From: Russ Allbery (rra@stanford.edu)
Date: Wed Jun 30 2004 - 02:23:32 CDT
Frank Ellermann <nobody@xyzzy.claranet.de> writes:
> Russ Allbery wrote:
>> Nope, doesn't help. "Subject: cmsg" isn't interpreted only
>> by the server to which the message is posted, but at every
>> single news server that receives the article down the line
> Oops, that's something I haven't seen "in the real world" so
> far (minus groups.google oddities). Of course it was _meant_
> this way (before RfC 1036), and today's news servers still try
> to protect their older colleagues (or they even add a missing
> "Control: cancel" to an _injected_ "Subject: cmsg cancel"), but
> that's all about injection and not relaying.
> You say that there are still some _existing_ pre-1036 servers ?
> That's incompatible with Bruce's statement, that cmsg is dead.
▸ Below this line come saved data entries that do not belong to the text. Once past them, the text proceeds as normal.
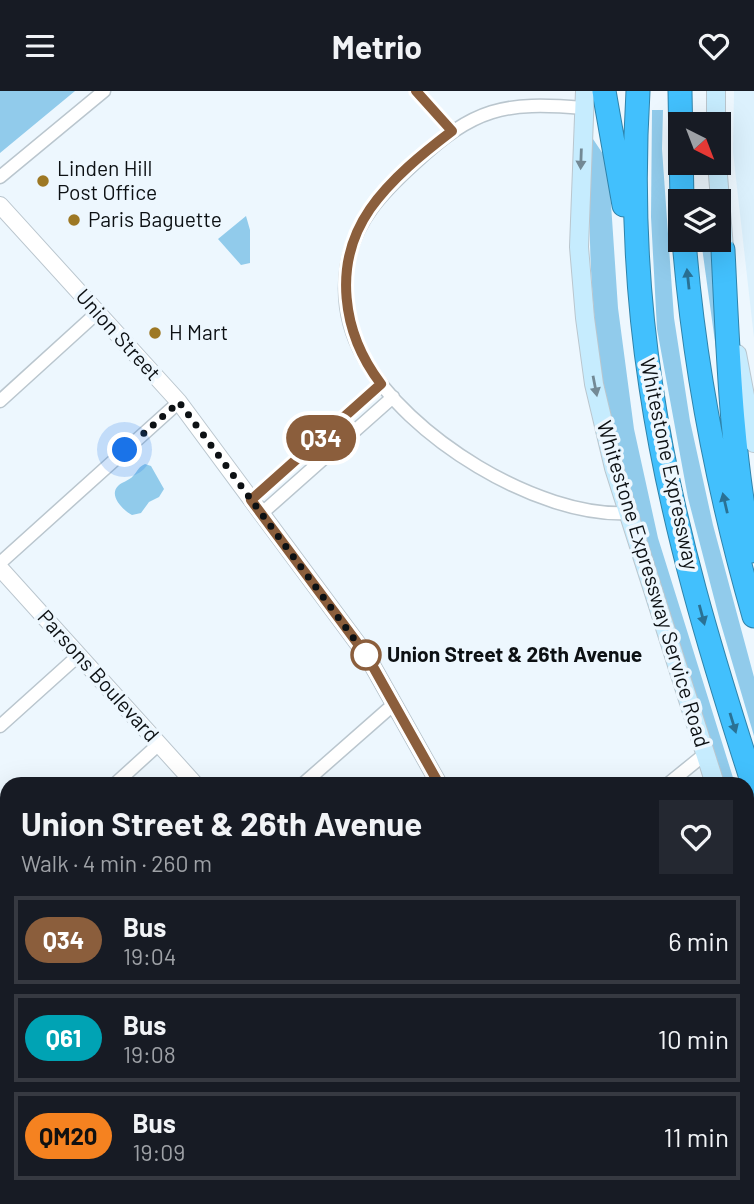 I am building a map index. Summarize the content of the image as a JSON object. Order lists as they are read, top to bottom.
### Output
{
  "streets": {
    "highway": ["Whitestone Expressway"],
    "main road": ["Whitestone Expressway Service Road"],
    "street": ["Union Street", "Parsons Boulevard"]
  },
  "places": [
    "Linden Hill Post Office",
    "Paris Baguette",
    "H Mart",
    "Union Street & 26th Avenue"
  ],
  "lines": ["bus line Q34"],
  "north": "bottom right",
  "page": {
    "header": "Metrio",
    "on_map": "Q34",
    "heading": ["Union Street & 26th Avenue", "Walk · 4 min · 260 m"],
    "list": [
      {
        "mark": "Q34",
        "name": "Bus",
        "note": "19:04",
        "value": "6 min"
      },
      {
        "mark": "Q61",
        "name": "Bus",
        "note": "19:08",
        "value": "10 min"
      },
      {
        "mark": "QM20",
        "name": "Bus",
        "note": "19:09",
        "value": "11 min"
      }
    ]
  }
} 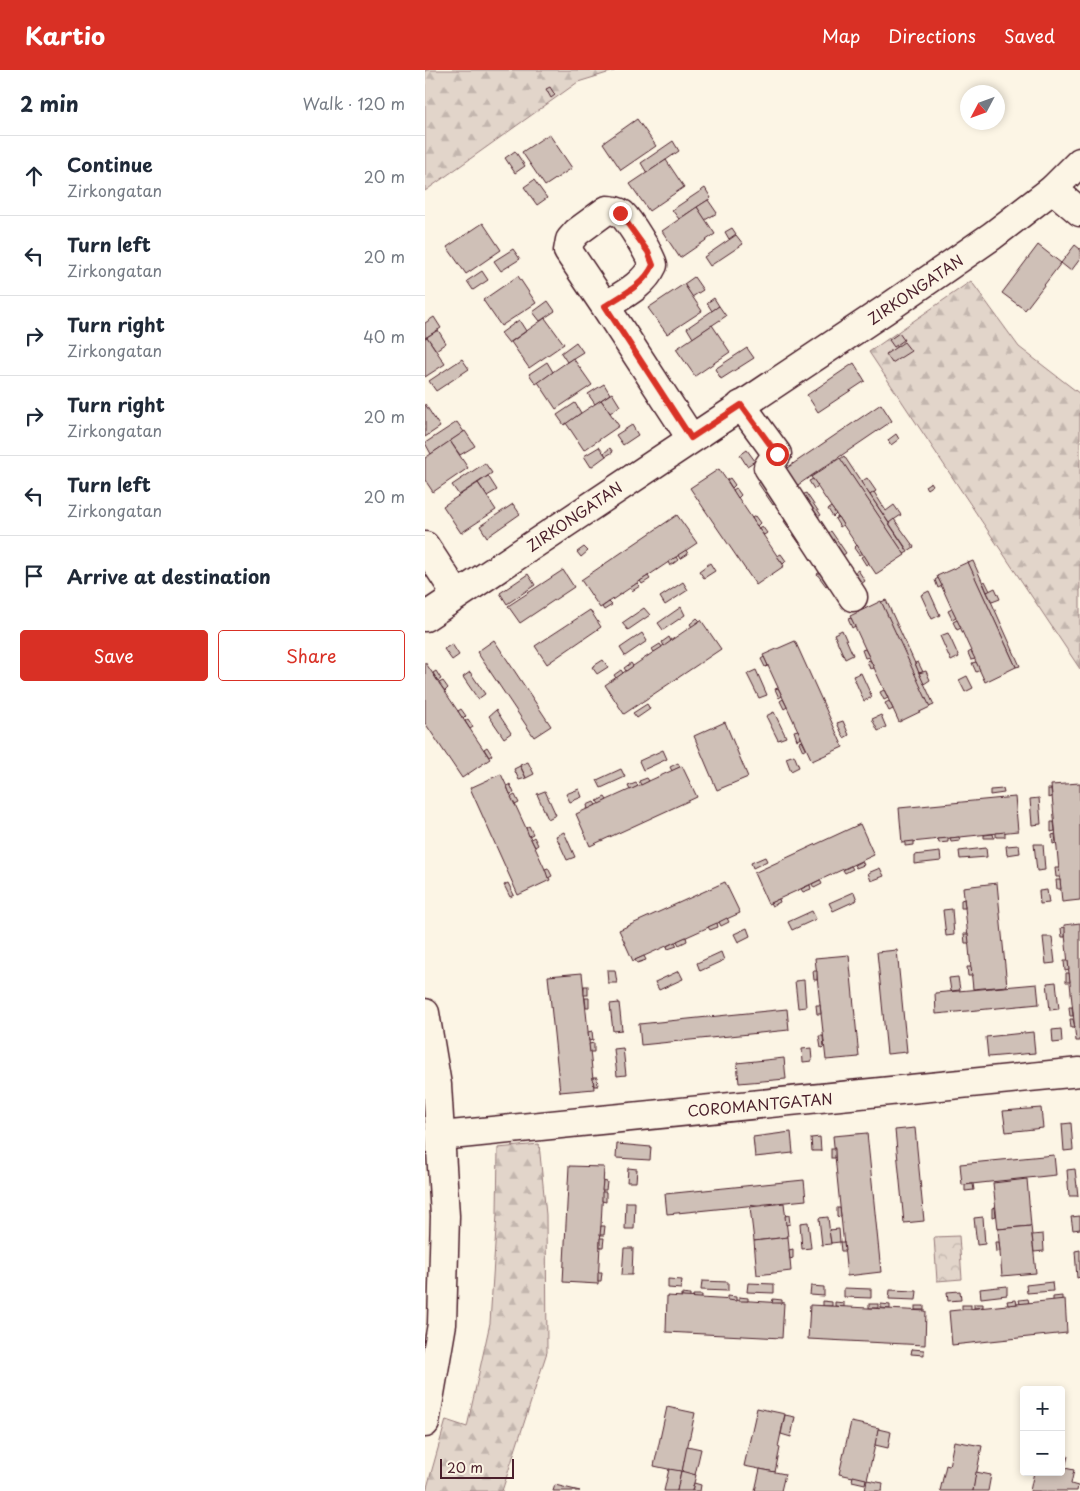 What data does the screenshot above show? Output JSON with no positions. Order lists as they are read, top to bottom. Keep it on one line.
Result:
{"streets":{"street":["ZIRKONGATAN","COROMANTGATAN"]},"scale_bar":"20 m","north":"bottom left","page":{"header":"Kartio","nav":["Map","Directions","Saved"],"heading":["2 min","Walk · 120 m"],"list":[["Continue","Zirkongatan","20 m"],["Turn left","Zirkongatan","20 m"],["Turn right","Zirkongatan","40 m"],["Turn right","Zirkongatan","20 m"],["Turn left","Zirkongatan","20 m"],"Arrive at destination"],"buttons":["Save","Share"],"map_buttons":["+","−"],"scale":"20 m"}} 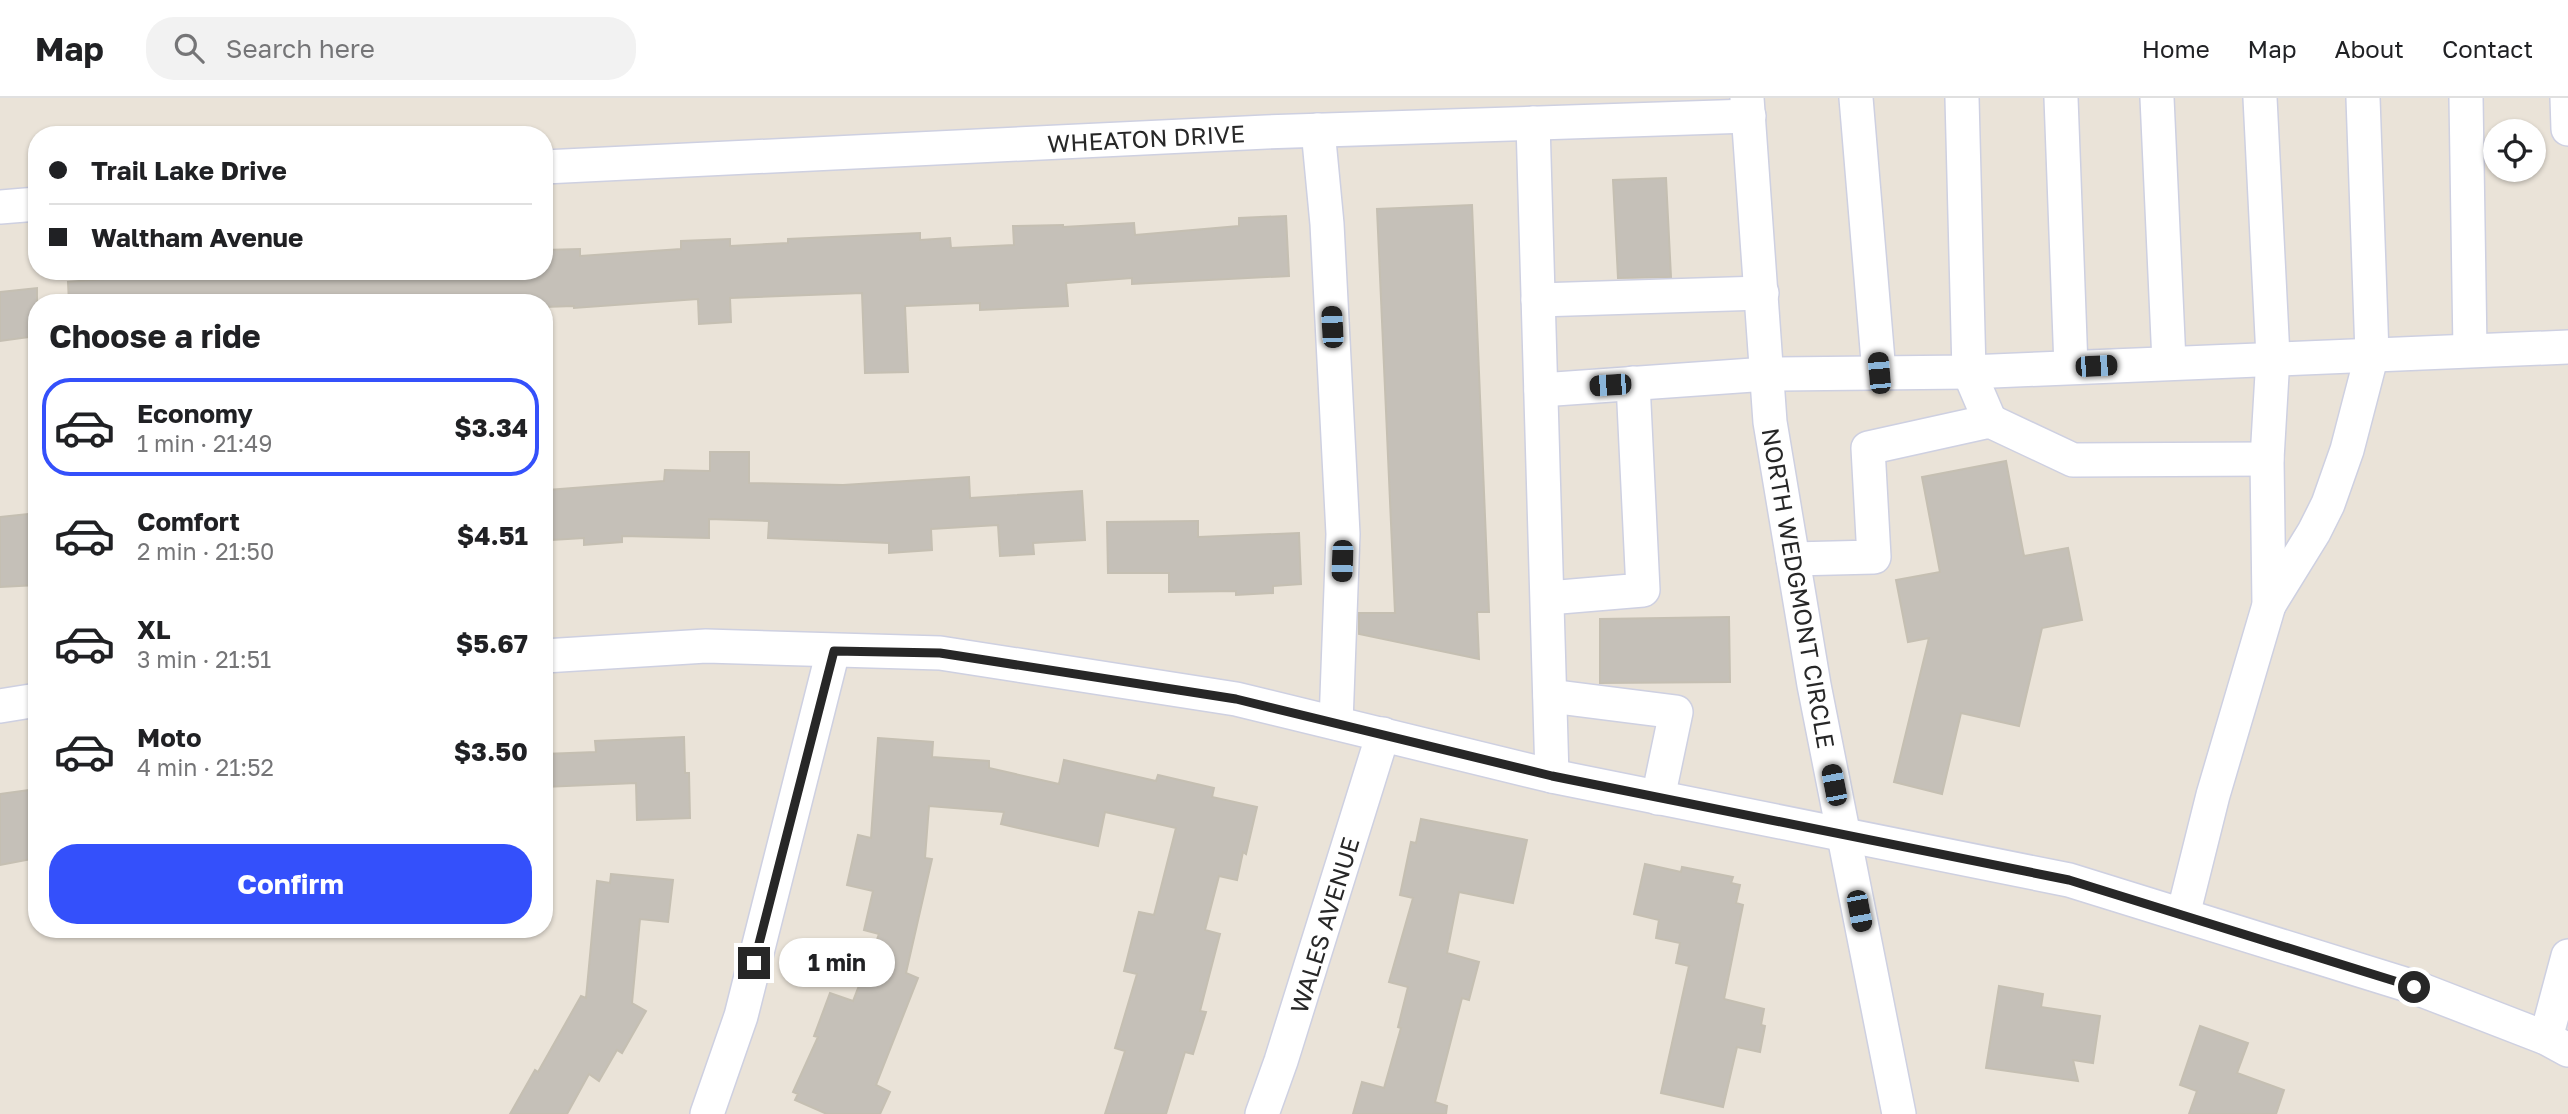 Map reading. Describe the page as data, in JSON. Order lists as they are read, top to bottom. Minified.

Accepting and acting on Subject: cmsg is actually required by RFC 1036 for
backward compatibility, so this isn't pre-1036 behavior. Not doing this
is breaking compatibility with RFC 1036, so while we decided to do that in
INN a while back, I would expect that most news software still follows RFC
1036 in this regard and will continue to do so at least until some time
after we release a standard that changes this.
RFC 1036 says:
Also for upward compatibility, if the first 4 characters of the
"Subject:" line are "cmsg", the rest of the "Subject:" line should
be interpreted as a control message.
>> the mail to news gateway has to proactively deal with this
>> issue or risk odd things happening in various parts of the
>> net.
> Today, that's still _necessary_ today ? Not only a convention
> trying to protect something which was already obsolete 1987 ?
Right.
Many gateways don't bother because the issue is rare, but if they aren't
careful, there is a potential security hole here (one could use the mail
to news gateway to inject cancel messages that took effect at sites that
supported Subject: cmsg, for example).